Она передала мне конверт. В нем лежало два листа почтовой бумаги, на одном из них – цитата из Гете: «Ach, Du warst in langst vergangenen Zeiten – meine schwester oder meine Frau», а на другом – ее буквальный перевод: «Ах, ты была в давно прошедшие года моей сестрой или моей женой». И ты тоже, дорогая Марлен, и для меня и для всех.
Благодарим тебя.
Новые приключения
Спенсер Треси
В кино я уже не возвращалась. Единственным исключением был фильм «Нюрнбергский процесс» Стэнли Креймера. Креймер приехал в Лас-Вегас, где я выступала, уговаривал меня сняться, и я сдалась. В «Нюрнбергском процессе» снимался Спенсер Треси.
Совместная работа с ним дала мне многое. Я уже говорила, что моими партнерами редко бывали большие актеры. В Голливуде всегда думали, что для фильма достаточно одного моего имени.
Спенсер Треси чувствовал себя не очень хорошо, и согласно его желанию работали мы с десяти утра до полудня и затем с двух до трех дня. Он производил впечатление человека одинокого. Не знаю, так ли это было на самом деле. Мне казалось, что любой человек не мог бы чувствовать себя одиноко рядом с Кэтрин Хепберн.[71] И тем не менее он казался очень одиноким.
Что касается фильма – о нем я не могу судить ни теперь, ни тогда, когда его снимали. Треси показал высший класс мастерства.
Это удивительный человек и удивительный актер! И, конечно, человек, который очень страдал. Смерть была для него благословенным исходом. Он был достоин лучшей жизни. Быть эгоистом – не означает жить легко. Он был эгоистом, это точно.

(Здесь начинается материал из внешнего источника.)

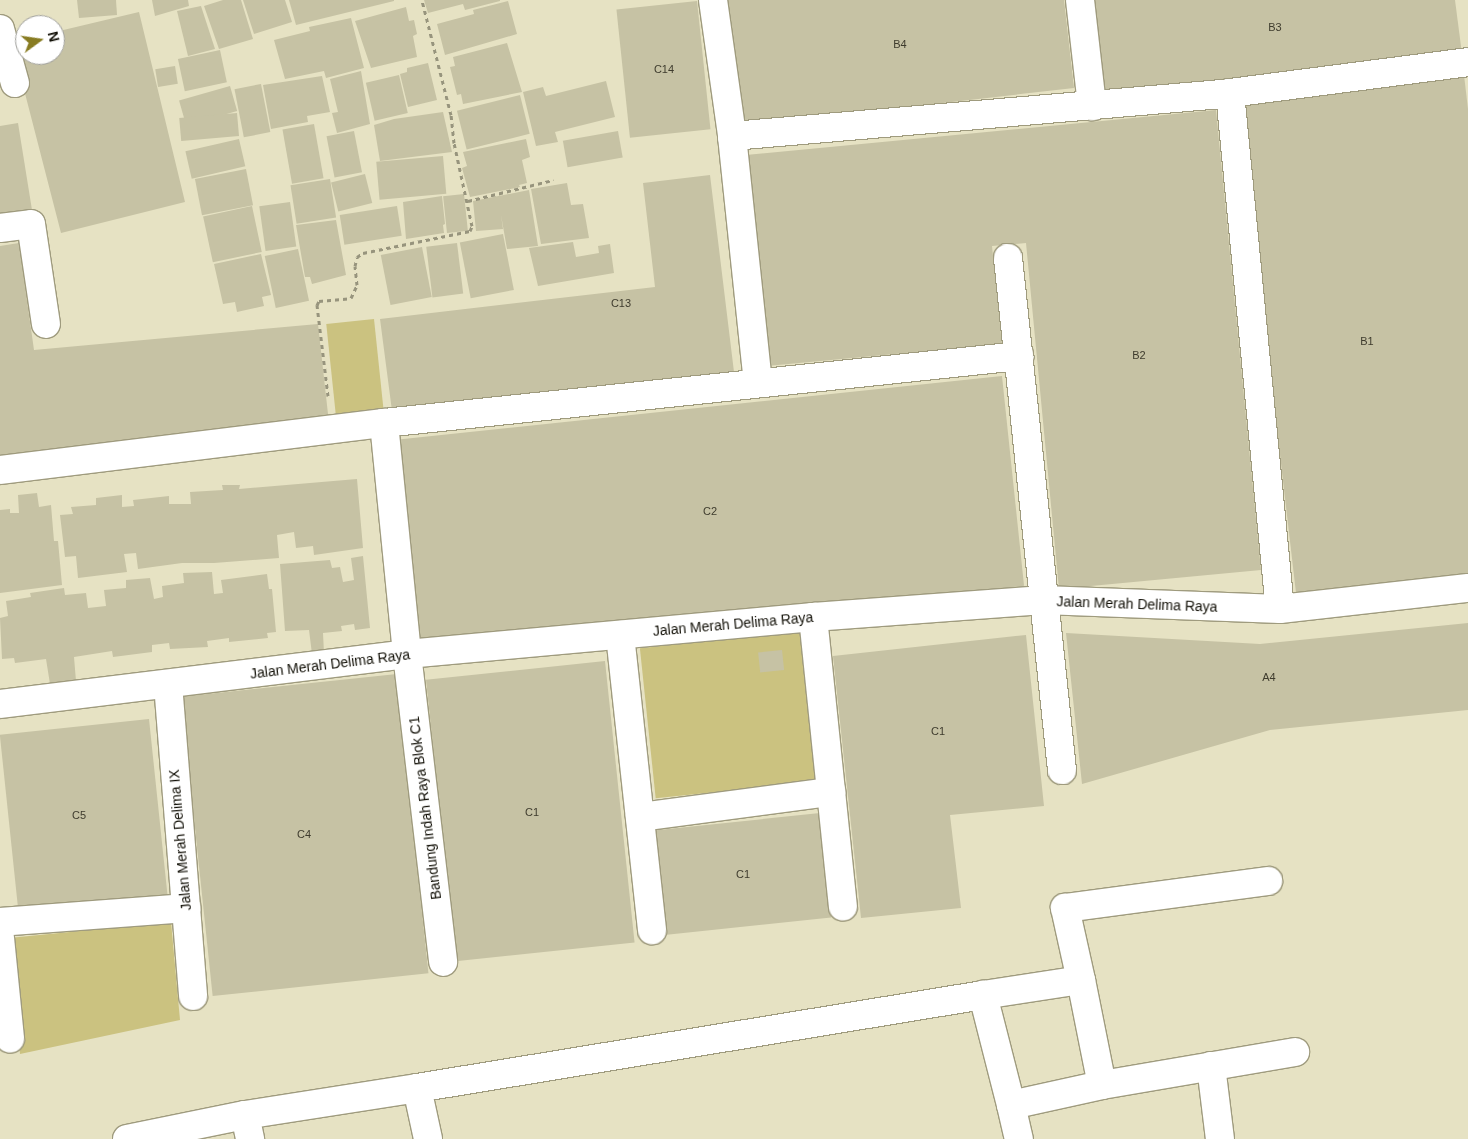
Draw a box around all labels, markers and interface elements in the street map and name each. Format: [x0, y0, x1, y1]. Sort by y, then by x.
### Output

Я благоговела перед ним. Потрясающее чувство юмора, он мог сразить наповал одним взглядом или полунамеком. За это я его особенно любила. Я уважала его за то, что он любил сам командовать. Он не соглашался работать лишь тогда, когда это было удобно студии. У него был свой план времени, и каждый, включая меня, ждал выбранные им часы, как беговые лошади ждут стартового колокола. Я считала, что он совершенно прав, и никогда не бунтовала. В фильме у нас была только одна интересная совместная сцена. Правда, написанная без особого таланта. Разговор наш шел за чашкой кофе, и я волновалась, так как должна была сказать решающую фразу. Очень важно было сохранить настроение разговора и невольно не улыбнуться. Он же делал все, чтобы с ним было легко работать и мне, и режиссеру. Удивительный талант – Спенсер Треси.
* * *
Больше я не снималась. Слишком много времени отнимали гастрольные поездки по всему свету. И все же главное не в этом. Мне не нравились тяготы, которые приносят актерам киносъемки. Я предпочла сцену, потому что она давала свободу самовыражения, свободу от камеры, от диктата режиссеров. Я перестала зависеть от продюсеров и т. д., и т. д. Я добилась свободы делать то, что я хочу.
Мне не приходится больше играть один и тот же тип женщины «не очень добродетельной» – амплуа, навязанное мне кинематографом. На сцене я сама выбираю песни и пою их, как требует их текст.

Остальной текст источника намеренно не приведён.